しかし、その声に耳を傾けるには、氏定は若く、根拠のない希望に溢れてもいた。
老人は失敗した。しかし、それは氏定の失敗を意味するものではない。
そう考えた氏定は各地をまわって、老人から学んだ鉱山師の技術を磨きつつ、その一方で商人としても活動した。商いのやり方は、下働きの最中に目で盗み、耳で盗んでいる。これは鉱山を掘るための資金を得るためであり、ひいては役人や武士といった上の人間と繋がりを得るためでもあった。
鉱山師としての技能を活かすためには、資金と人脈が必要。まずはそれを手に入れることが、氏定の当面の目標であった。
そうして十年あまりの時が過ぎ。
氏定は日向国の祖母山を、二人の商人仲間と共に南に向かっている最中であった。
山麓の険しい道を、商売のための重い荷を担ぎながら進んでいくのは、旅なれた氏定たちでもかなりきつい。

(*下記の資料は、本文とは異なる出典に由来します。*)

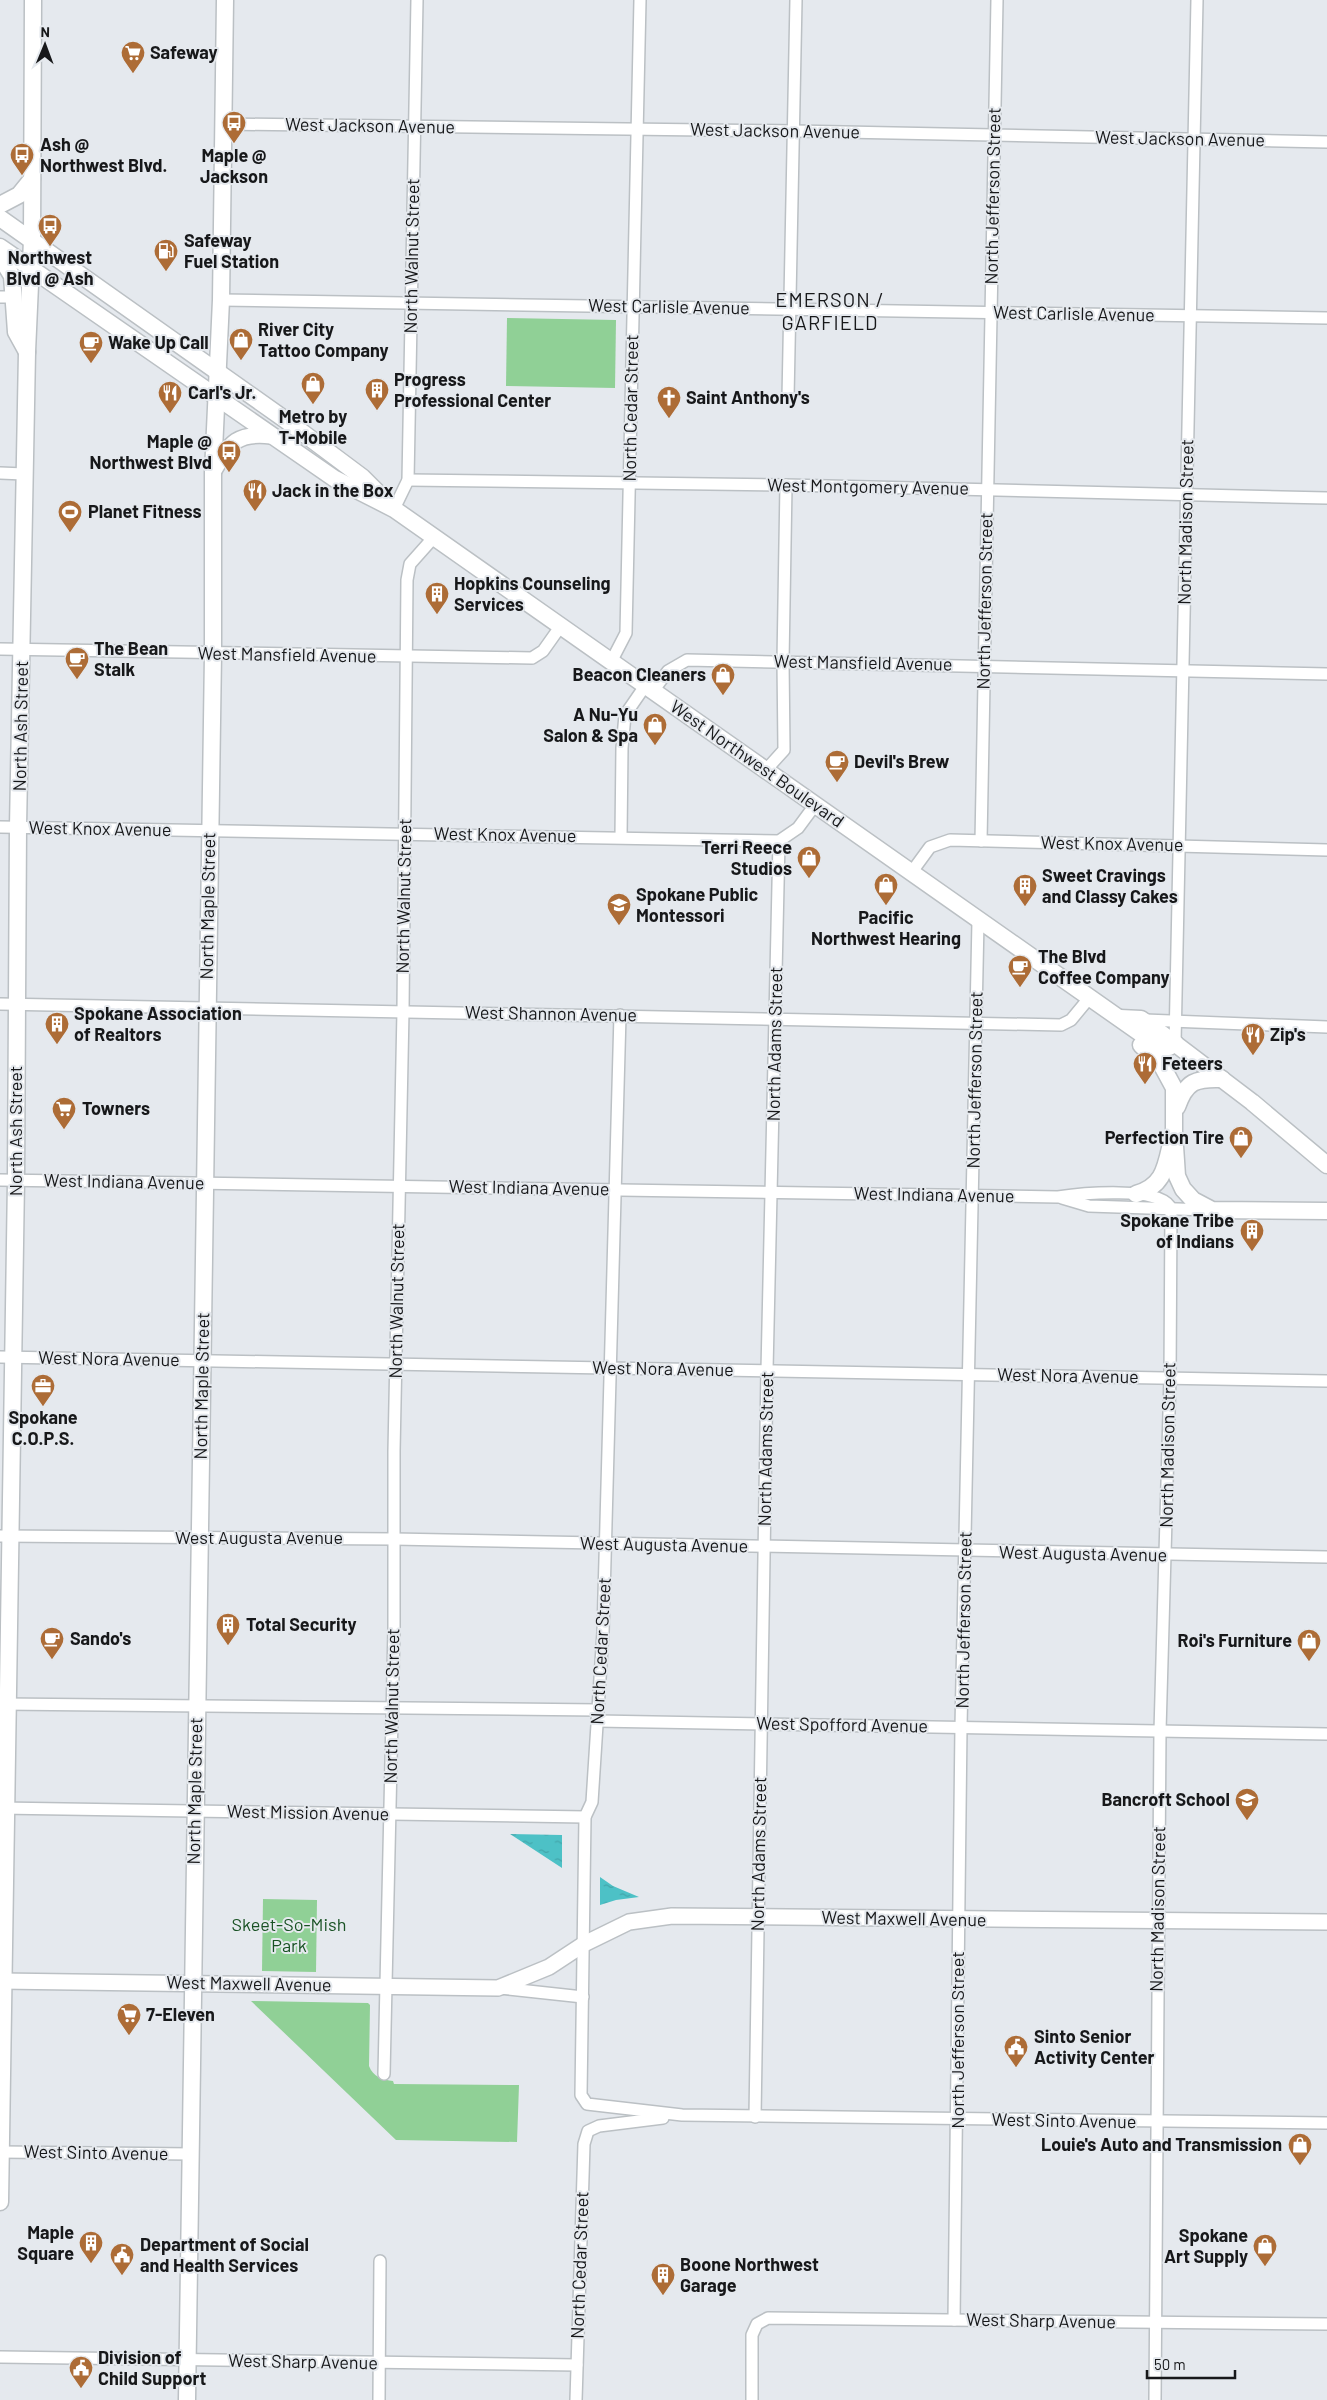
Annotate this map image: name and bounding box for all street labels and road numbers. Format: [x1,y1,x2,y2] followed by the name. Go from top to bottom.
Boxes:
[979,107,1005,285] street label: North Jefferson Street
[285,113,455,137] street label: West Jackson Avenue
[690,118,860,142] street label: West Jackson Avenue
[1095,126,1265,150] street label: West Jackson Avenue
[399,178,423,334] street label: North Walnut Street
[588,294,750,318] street label: West Carlisle Avenue
[993,301,1155,325] street label: West Carlisle Avenue
[618,334,642,482] street label: North Cedar Street
[1173,439,1197,605] street label: North Madison Street
[767,473,969,499] street label: West Montgomery Avenue
[971,512,997,690] street label: North Jefferson Street
[197,641,377,667] street label: West Mansfield Avenue
[773,649,953,675] street label: West Mansfield Avenue
[8,660,32,792] street label: North Ash Street
[666,695,849,832] street label: West Northwest Boulevard
[28,816,172,840] street label: West Knox Avenue
[391,818,415,974] street label: North Walnut Street
[433,822,577,846] street label: West Knox Avenue
[1040,831,1184,855] street label: West Knox Avenue
[195,832,219,980] street label: North Maple Street
[762,966,786,1121] street label: North Adams Street
[961,991,987,1169] street label: North Jefferson Street
[465,1000,637,1026] street label: West Shannon Avenue
[4,1066,26,1196] street label: North Ash Street
[43,1169,205,1193] street label: West Indiana Avenue
[448,1175,610,1199] street label: West Indiana Avenue
[853,1182,1015,1206] street label: West Indiana Avenue
[384,1223,408,1379] street label: North Walnut Street
[189,1312,213,1460] street label: North Maple Street
[38,1346,180,1370] street label: West Nora Avenue
[592,1356,734,1380] street label: West Nora Avenue
[1155,1362,1179,1528] street label: North Madison Street
[997,1363,1139,1387] street label: West Nora Avenue
[753,1371,777,1526] street label: North Adams Street
[175,1526,343,1548] street label: West Augusta Avenue
[950,1531,976,1709] street label: North Jefferson Street
[580,1532,748,1556] street label: West Augusta Avenue
[999,1541,1167,1565] street label: West Augusta Avenue
[585,1577,615,1725] street label: North Cedar Street
[379,1628,403,1784] street label: North Walnut Street
[756,1712,928,1736] street label: West Spofford Avenue
[182,1717,206,1865] street label: North Maple Street
[746,1776,770,1931] street label: North Adams Street
[227,1800,389,1824] street label: West Mission Avenue
[1145,1826,1169,1992] street label: North Madison Street
[821,1906,987,1930] street label: West Maxwell Avenue
[946,1951,968,2129] street label: North Jefferson Street
[166,1971,332,1995] street label: West Maxwell Avenue
[991,2108,1137,2132] street label: West Sinto Avenue
[23,2140,169,2164] street label: West Sinto Avenue
[565,2191,593,2339] street label: North Cedar Street
[966,2308,1116,2332] street label: West Sharp Avenue
[228,2349,378,2373] street label: West Sharp Avenue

そのため、三人はすこし山道をはずれた場所に荷をおろし、一休みしているところである。
連れの二人は荷を下ろすや、すぐに眠りに落ちてしまい、氏定は好むと好まざるとに関わらず不寝番を務めなくてはならなくなってしまった。
心地良さそうな寝息をたてる彼らの顔を恨めしげに睨むも、文句を口にはしない。三人は商いを通じた友人同士であったが、氏定は三人の中では一番立場が弱い。なにせこの二人がいなければ、氏定はとうの昔に借金のかたに身ぐるみはがされていたに違いないのである。不寝番くらいで不平をならせる立場ではなかった。
「山師なんてろくなもんじゃねえ、か。いやはや、爺さん、あんたは偉い。まったくその通りだよ」
氏定が横を見ると、そこには自分の荷が置かれている。荷車はなく、下働きの人間もおらず、さして体格に恵まれているわけでもない氏定が背負える程度のこの荷物が、今の氏定の全財産であった。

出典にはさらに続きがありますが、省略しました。